## WHAT YOU ARE ASKED TO DO
Within the material below, how many lines contain the word "Cacimbão"? Give that number only.

## RECORDS
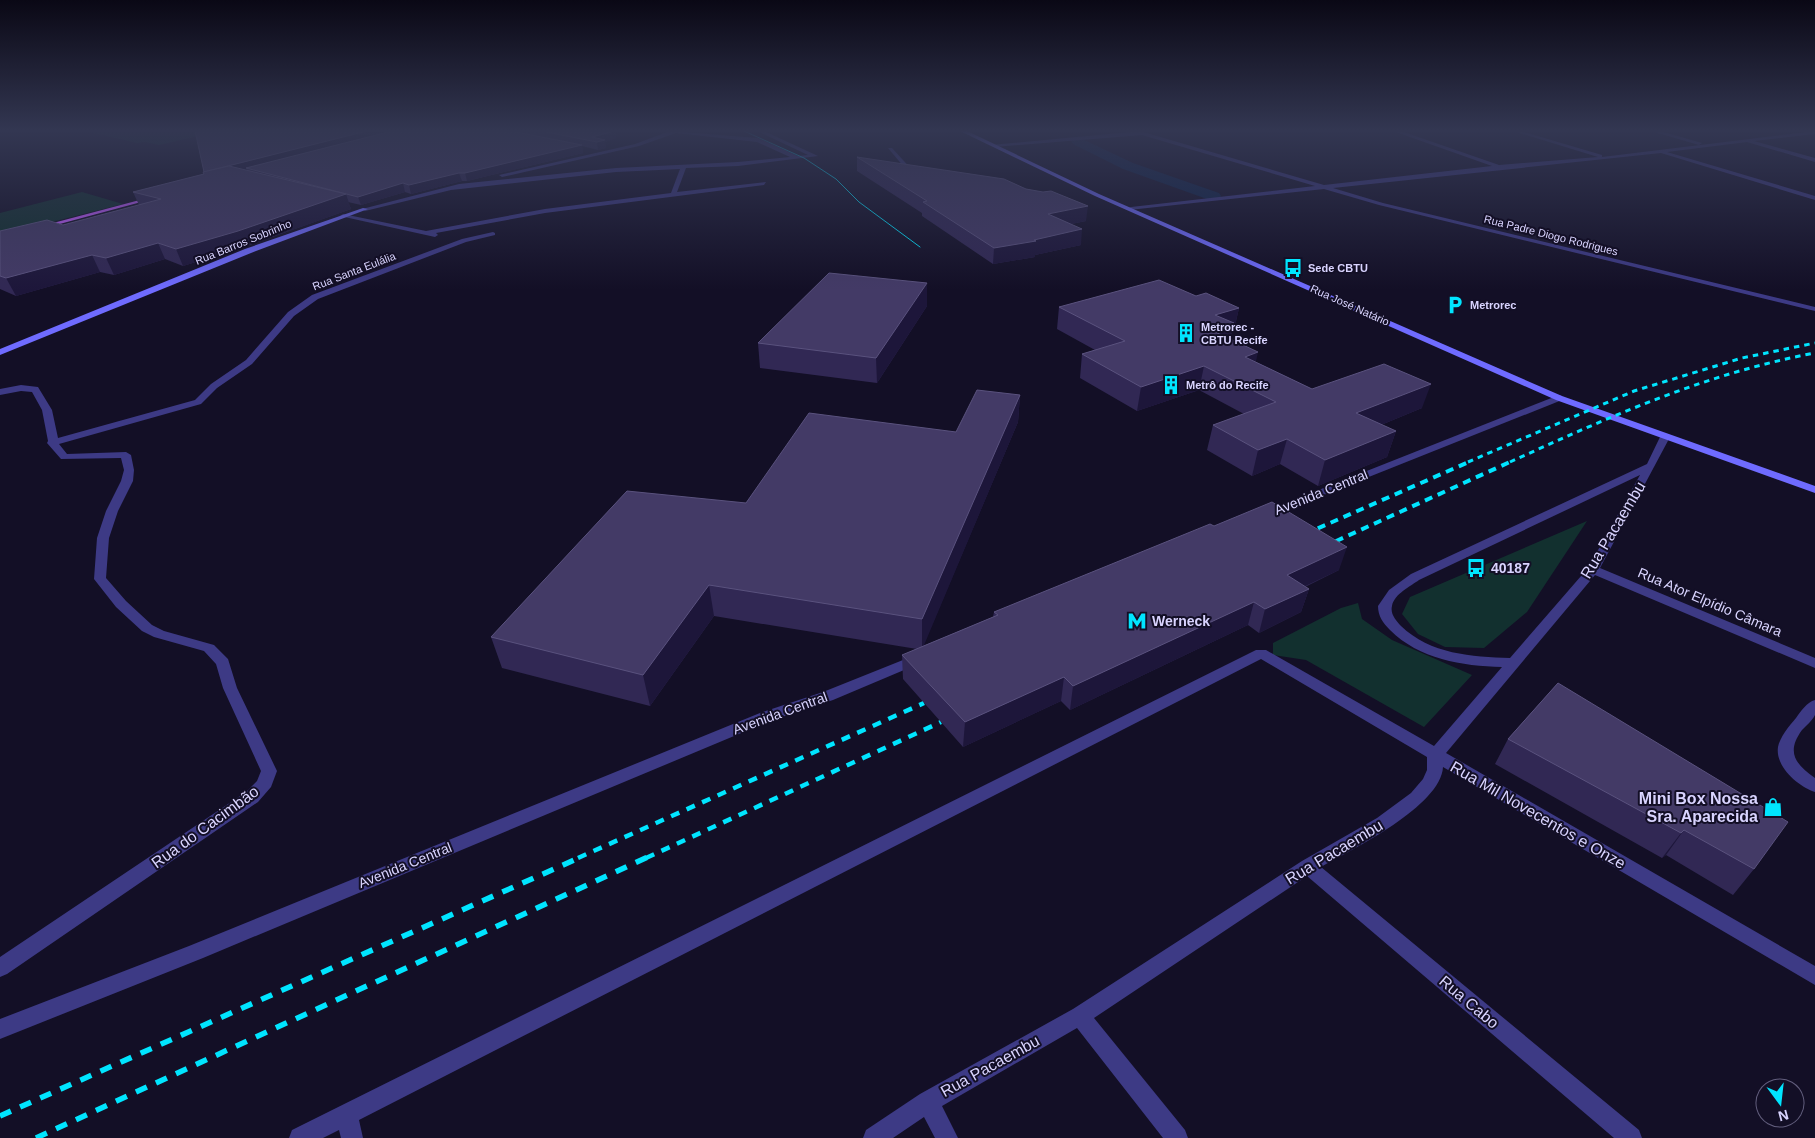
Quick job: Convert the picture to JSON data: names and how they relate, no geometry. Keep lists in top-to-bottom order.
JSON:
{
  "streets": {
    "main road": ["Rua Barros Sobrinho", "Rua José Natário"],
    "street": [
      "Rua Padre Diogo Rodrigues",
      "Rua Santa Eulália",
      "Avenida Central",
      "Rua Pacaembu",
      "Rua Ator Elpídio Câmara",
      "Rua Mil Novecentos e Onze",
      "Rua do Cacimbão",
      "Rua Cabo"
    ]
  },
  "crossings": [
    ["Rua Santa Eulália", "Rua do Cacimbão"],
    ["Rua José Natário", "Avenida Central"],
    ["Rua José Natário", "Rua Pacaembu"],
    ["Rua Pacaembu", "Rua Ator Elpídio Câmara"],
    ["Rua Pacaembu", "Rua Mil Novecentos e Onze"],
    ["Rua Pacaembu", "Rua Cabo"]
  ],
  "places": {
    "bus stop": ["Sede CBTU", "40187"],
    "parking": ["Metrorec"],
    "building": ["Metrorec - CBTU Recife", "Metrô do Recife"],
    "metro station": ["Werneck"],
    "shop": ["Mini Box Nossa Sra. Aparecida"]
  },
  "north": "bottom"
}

## SOLUTION
2